MAE from Approach 2 (Ordinal Encoding):
17098.01649543379


### 3. One-hot encoding
<a id = "5.2"></a>

In [13]:
# Get number of unique entries in each column with categorical data
object_nunique = list(map(lambda col: X_train[col].nunique(), object_cols))
d = dict(zip(object_cols, object_nunique))

# Print number of unique entries by column, in ascending order
sorted(d.items(), key=lambda x: x[1])

[('Street', 2),
 ('Utilities', 2),
 ('CentralAir', 2),
 ('LandSlope', 3),
 ('PavedDrive', 3),
 ('LotShape', 4),
 ('LandContour', 4),
 ('ExterQual', 4),
 ('KitchenQual', 4),
 ('MSZoning', 5),
 ('LotConfig', 5),
 ('BldgType', 5),
 ('ExterCond', 5),
 ('HeatingQC', 5),
 ('Condition2', 6),
 ('RoofStyle', 6),
 ('Foundation', 6),
 ('Heating', 6),
 ('Functional', 6),
 ('SaleCondition', 6),
 ('RoofMatl', 7),
 ('HouseStyle', 8),
 ('Condition1', 9),
 ('SaleType', 9),
 ('Exterior1st', 15),
 ('Exterior2nd', 16),
 ('Neighborhood', 25)]

Typically we one-hot encode columns with relatively low cardinality or unique values due to causing great expansion of the size of the dataset. We can drop columns with high cardinality or we can use ordinal encoding on them. For this exercise, we will only one-hot encode columns with cardinality of less than 10.

In [57]:
# Columns that will be one-hot encoded
low_cardinality_cols = [col for col in object_cols if X_train[col].nunique() < 10]

# Un comment code above to take out columns in low_cardinality_cols that have different values compared to their validation vs training set.
'''low_cardinality_cols = list(set(low_cardinality_cols) - set(bad_label_cols))'''

# Columns that will be dropped from the dataset
high_cardinality_cols = list(set(object_cols)-set(low_cardinality_cols))

print('Categorical columns that will be one-hot encoded:', low_cardinality_cols)
print('\nCategorical columns that will be dropped from the dataset:', high_cardinality_cols)
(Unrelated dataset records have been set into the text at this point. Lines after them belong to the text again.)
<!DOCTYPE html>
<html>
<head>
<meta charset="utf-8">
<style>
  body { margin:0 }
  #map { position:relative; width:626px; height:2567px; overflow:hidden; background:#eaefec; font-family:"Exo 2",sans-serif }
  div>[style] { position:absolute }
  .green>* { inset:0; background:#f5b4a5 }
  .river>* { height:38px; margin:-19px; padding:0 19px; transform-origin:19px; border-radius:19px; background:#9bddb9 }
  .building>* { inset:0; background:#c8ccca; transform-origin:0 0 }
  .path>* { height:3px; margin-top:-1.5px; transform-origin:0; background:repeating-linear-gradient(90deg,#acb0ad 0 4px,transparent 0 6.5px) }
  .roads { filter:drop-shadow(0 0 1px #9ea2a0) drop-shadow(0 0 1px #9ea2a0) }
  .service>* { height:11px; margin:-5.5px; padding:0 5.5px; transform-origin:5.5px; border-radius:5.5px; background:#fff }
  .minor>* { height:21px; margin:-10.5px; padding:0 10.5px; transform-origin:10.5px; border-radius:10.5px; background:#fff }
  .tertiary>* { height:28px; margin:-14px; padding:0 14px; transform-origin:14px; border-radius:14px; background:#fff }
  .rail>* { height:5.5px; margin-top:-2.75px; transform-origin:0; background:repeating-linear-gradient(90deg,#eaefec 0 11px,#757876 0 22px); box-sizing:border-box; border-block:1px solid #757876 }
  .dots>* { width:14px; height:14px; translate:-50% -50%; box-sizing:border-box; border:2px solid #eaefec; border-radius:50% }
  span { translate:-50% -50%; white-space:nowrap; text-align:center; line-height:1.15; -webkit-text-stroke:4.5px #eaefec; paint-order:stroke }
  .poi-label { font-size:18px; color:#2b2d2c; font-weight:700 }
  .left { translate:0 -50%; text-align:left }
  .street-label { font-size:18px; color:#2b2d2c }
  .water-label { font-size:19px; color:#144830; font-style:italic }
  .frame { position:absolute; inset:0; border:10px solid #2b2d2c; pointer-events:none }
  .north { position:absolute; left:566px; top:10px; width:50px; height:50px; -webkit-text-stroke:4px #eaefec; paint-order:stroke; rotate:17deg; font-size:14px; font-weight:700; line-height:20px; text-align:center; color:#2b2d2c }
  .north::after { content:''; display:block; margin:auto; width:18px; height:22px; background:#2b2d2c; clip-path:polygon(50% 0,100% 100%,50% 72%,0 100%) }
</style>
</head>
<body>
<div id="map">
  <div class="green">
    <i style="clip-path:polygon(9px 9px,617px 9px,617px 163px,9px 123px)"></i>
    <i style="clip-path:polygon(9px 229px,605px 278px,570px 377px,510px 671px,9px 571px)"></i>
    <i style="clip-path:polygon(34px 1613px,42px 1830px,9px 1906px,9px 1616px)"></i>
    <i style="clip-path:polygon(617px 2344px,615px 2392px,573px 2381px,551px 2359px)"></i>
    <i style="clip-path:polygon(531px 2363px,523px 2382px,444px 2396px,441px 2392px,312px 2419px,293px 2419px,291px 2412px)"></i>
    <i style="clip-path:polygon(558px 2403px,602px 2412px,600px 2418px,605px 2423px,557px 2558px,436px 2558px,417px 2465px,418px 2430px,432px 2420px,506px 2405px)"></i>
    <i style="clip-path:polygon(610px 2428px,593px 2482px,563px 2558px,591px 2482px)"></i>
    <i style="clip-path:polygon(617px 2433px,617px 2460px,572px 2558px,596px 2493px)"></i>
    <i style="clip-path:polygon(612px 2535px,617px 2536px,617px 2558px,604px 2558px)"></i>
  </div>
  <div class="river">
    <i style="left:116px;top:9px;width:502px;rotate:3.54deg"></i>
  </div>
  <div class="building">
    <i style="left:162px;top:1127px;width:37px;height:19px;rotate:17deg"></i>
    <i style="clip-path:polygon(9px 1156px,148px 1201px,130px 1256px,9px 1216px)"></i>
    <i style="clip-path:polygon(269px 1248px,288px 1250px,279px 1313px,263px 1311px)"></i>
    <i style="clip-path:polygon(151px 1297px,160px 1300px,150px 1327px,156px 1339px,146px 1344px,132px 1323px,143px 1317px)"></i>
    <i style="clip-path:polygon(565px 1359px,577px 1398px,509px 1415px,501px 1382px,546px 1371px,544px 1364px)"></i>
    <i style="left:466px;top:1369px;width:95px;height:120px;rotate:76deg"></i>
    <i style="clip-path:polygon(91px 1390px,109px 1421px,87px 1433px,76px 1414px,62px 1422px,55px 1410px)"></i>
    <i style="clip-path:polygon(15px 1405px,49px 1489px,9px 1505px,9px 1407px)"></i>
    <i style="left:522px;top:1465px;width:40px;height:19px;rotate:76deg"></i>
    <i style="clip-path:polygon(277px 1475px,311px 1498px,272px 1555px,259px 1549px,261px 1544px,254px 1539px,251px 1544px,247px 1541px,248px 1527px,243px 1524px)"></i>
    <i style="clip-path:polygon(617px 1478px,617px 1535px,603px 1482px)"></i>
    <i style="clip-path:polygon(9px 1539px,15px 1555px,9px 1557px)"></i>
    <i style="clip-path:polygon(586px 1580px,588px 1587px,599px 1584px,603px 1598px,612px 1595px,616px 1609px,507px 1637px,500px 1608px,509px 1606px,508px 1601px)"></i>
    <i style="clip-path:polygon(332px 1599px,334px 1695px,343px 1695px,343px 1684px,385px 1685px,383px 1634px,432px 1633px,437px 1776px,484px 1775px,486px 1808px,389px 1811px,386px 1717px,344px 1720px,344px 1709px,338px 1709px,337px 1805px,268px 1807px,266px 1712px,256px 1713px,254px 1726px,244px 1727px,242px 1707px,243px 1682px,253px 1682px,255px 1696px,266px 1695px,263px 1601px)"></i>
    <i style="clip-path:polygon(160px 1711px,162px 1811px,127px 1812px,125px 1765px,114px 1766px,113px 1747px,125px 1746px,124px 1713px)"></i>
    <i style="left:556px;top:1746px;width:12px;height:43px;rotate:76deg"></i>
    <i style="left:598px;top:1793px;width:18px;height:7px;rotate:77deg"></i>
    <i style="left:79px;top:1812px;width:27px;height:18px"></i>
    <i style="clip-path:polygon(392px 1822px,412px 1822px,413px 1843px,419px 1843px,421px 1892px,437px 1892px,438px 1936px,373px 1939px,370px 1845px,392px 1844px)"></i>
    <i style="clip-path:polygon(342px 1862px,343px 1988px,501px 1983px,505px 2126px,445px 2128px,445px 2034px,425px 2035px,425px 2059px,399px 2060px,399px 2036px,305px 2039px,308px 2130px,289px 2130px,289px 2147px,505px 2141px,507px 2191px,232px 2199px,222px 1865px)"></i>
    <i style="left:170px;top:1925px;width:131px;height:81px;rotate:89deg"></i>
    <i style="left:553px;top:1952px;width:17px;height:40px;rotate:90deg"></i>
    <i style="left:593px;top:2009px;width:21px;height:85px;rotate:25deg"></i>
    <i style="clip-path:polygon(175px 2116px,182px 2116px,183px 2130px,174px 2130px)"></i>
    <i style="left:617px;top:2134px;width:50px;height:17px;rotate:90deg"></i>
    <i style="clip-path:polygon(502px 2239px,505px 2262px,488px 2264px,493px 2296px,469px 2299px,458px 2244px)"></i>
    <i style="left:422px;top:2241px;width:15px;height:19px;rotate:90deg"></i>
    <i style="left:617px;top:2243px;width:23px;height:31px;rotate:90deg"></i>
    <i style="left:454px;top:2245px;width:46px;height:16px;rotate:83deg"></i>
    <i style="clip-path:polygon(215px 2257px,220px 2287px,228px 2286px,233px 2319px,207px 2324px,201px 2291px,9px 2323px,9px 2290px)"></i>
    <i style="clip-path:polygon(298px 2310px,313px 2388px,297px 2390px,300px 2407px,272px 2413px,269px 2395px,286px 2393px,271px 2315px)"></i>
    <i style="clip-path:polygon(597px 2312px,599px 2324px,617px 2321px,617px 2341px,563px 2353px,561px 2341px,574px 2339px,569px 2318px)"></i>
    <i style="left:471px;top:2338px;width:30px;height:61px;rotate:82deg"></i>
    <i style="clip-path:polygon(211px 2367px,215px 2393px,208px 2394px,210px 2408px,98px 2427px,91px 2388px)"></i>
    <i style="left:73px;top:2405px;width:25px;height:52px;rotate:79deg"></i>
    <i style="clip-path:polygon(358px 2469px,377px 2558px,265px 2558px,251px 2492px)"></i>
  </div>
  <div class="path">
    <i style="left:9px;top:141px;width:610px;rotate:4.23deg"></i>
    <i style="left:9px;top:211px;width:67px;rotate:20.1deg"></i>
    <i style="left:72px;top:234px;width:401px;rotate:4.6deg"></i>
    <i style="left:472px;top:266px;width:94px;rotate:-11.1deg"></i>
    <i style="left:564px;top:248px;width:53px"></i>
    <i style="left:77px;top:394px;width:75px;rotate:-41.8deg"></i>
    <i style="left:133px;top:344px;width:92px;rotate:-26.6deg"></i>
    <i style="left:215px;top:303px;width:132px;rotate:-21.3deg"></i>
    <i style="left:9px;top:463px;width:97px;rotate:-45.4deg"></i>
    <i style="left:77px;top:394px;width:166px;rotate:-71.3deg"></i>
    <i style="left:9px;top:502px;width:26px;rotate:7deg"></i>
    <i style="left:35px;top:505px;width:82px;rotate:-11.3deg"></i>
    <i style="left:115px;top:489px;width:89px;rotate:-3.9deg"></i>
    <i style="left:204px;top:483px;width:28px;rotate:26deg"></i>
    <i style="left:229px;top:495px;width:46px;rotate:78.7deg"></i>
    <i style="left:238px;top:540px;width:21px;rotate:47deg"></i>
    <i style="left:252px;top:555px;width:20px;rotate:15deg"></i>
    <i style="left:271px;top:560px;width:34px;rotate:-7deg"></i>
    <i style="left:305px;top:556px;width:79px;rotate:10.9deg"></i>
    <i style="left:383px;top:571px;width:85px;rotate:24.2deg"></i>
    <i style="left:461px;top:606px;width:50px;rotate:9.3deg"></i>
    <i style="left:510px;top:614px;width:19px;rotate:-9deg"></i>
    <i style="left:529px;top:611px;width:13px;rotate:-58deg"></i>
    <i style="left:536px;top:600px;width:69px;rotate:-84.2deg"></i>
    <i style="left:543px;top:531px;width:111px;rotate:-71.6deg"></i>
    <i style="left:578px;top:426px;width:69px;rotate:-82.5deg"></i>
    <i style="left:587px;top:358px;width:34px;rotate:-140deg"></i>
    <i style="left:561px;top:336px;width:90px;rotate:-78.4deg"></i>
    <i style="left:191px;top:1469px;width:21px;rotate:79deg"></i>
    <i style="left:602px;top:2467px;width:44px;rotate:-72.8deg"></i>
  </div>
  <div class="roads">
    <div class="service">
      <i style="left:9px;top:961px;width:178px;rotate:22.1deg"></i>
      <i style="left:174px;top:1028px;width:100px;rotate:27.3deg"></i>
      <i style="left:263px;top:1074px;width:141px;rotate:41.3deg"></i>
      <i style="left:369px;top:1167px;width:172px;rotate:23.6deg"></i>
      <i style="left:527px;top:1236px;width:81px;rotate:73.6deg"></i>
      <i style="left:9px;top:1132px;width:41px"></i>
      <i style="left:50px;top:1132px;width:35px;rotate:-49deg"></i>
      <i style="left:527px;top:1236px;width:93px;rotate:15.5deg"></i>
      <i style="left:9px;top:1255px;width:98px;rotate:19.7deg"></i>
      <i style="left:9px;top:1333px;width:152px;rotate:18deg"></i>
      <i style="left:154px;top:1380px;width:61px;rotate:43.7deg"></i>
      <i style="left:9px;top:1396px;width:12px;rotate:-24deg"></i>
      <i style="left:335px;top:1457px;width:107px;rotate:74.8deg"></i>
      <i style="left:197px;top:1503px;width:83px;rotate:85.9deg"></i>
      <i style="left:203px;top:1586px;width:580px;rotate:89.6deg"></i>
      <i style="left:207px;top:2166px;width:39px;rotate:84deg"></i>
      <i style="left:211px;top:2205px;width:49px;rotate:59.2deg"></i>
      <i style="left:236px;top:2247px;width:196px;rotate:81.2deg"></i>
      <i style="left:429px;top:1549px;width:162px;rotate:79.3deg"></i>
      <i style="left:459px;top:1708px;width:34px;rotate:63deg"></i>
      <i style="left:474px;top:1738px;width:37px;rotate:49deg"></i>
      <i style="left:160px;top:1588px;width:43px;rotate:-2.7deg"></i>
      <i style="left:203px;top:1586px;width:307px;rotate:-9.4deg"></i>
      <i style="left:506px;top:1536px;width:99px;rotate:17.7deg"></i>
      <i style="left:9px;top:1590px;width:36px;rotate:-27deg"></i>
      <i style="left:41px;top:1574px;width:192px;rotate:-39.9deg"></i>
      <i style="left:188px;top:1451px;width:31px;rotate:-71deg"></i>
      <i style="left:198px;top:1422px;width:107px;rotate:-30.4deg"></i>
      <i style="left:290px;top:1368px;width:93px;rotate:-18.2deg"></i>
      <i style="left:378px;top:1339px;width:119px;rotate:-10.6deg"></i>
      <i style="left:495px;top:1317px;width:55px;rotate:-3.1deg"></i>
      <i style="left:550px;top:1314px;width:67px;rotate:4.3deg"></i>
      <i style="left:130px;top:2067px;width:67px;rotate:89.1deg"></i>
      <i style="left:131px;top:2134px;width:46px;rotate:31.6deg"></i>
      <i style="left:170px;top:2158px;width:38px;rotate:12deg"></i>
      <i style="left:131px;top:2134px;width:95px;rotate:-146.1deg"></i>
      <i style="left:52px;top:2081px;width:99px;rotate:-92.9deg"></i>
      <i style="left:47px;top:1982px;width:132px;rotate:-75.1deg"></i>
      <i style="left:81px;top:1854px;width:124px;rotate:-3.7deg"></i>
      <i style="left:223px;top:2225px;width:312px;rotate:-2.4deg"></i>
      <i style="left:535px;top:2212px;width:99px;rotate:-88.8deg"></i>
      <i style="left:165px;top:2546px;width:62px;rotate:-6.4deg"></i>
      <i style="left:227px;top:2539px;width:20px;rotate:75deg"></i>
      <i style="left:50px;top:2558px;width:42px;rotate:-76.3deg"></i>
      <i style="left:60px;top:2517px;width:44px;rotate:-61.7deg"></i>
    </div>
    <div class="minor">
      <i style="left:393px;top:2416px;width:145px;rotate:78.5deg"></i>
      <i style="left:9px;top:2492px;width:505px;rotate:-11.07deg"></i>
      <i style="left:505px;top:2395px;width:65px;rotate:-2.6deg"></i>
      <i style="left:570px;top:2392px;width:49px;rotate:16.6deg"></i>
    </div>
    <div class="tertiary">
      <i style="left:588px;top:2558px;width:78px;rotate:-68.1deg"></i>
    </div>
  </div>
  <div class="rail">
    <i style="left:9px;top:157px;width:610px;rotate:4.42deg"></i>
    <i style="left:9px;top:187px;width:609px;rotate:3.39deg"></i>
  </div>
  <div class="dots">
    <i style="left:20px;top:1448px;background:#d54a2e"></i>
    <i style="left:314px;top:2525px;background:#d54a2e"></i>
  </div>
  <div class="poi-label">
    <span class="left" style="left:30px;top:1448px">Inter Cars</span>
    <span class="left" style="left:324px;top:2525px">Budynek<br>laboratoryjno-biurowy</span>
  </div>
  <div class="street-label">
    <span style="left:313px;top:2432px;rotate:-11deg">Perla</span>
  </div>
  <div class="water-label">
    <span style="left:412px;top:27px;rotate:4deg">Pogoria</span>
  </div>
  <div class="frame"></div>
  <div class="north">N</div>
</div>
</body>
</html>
Categorical columns that will be one-hot encoded: ['MSZoning', 'Street', 'LotShape', 'LandContour', 'Utilities', 'LotConfig', 'LandSlope', 'Condition1', 'Condition2', 'BldgType', 'HouseStyle', 'RoofStyle', 'RoofMatl', 'ExterQual', 'ExterCond', 'Foundation', 'Heating', 'HeatingQC', 'CentralAir', 'KitchenQual', 'Functional', 'PavedDrive', 'SaleType', 'SaleCondition']

Categorical columns that will be dropped from the dataset: ['Exterior2nd', 'Exterior1st', 'Neighborhood']


In [58]:
from sklearn.preprocessing import OneHotEncoder

# create a data frame that drops the high cardinality columns
X_train_adjusted = X_train.drop(high_cardinality_cols, axis=1)
X_valid_adjusted = X_valid.drop(high_cardinality_cols, axis=1)

# create the One-Hot encoder using low cardinality columns of training data
OH_encoder = OneHotEncoder(sparse=False, handle_unknown='ignore')

# fiting part is necessary to generate the encoded_cols
OH_encoder.fit(X_train_adjusted[low_cardinality_cols])

# put into list all of the new columns that need to be created
encoded_cols = list(OH_encoder.get_feature_names(input_features=low_cardinality_cols))

# Now that we have generated the one-hot encoded columns, we shall append them to our train, validation, and test datasets
X_train_adjusted[encoded_cols] = OH_encoder.fit_transform(X_train_adjusted[low_cardinality_cols])
X_valid_adjusted[encoded_cols] = OH_encoder.transform(X_valid_adjusted[low_cardinality_cols])

# Delete redundant columns such as the categori columns such as the ones we used the one-encoded on
X_train_adjusted.drop(low_cardinality_cols, axis=1, inplace=True)
X_valid_adjusted.drop(low_cardinality_cols, axis=1, inplace=True)

OH_X_train = X_train_adjusted
OH_X_valid = X_valid_adjusted

In [59]:
print(X_train_adjusted.shape, X_valid_adjusted.shape)

(1168, 155) (292, 155)


In [60]:
print("MAE from Approach 3 (One-Hot Encoding):") 
print(score_dataset(OH_X_train, OH_X_valid, y_train, y_valid))

MAE from Approach 3 (One-Hot Encoding):
17525.345719178084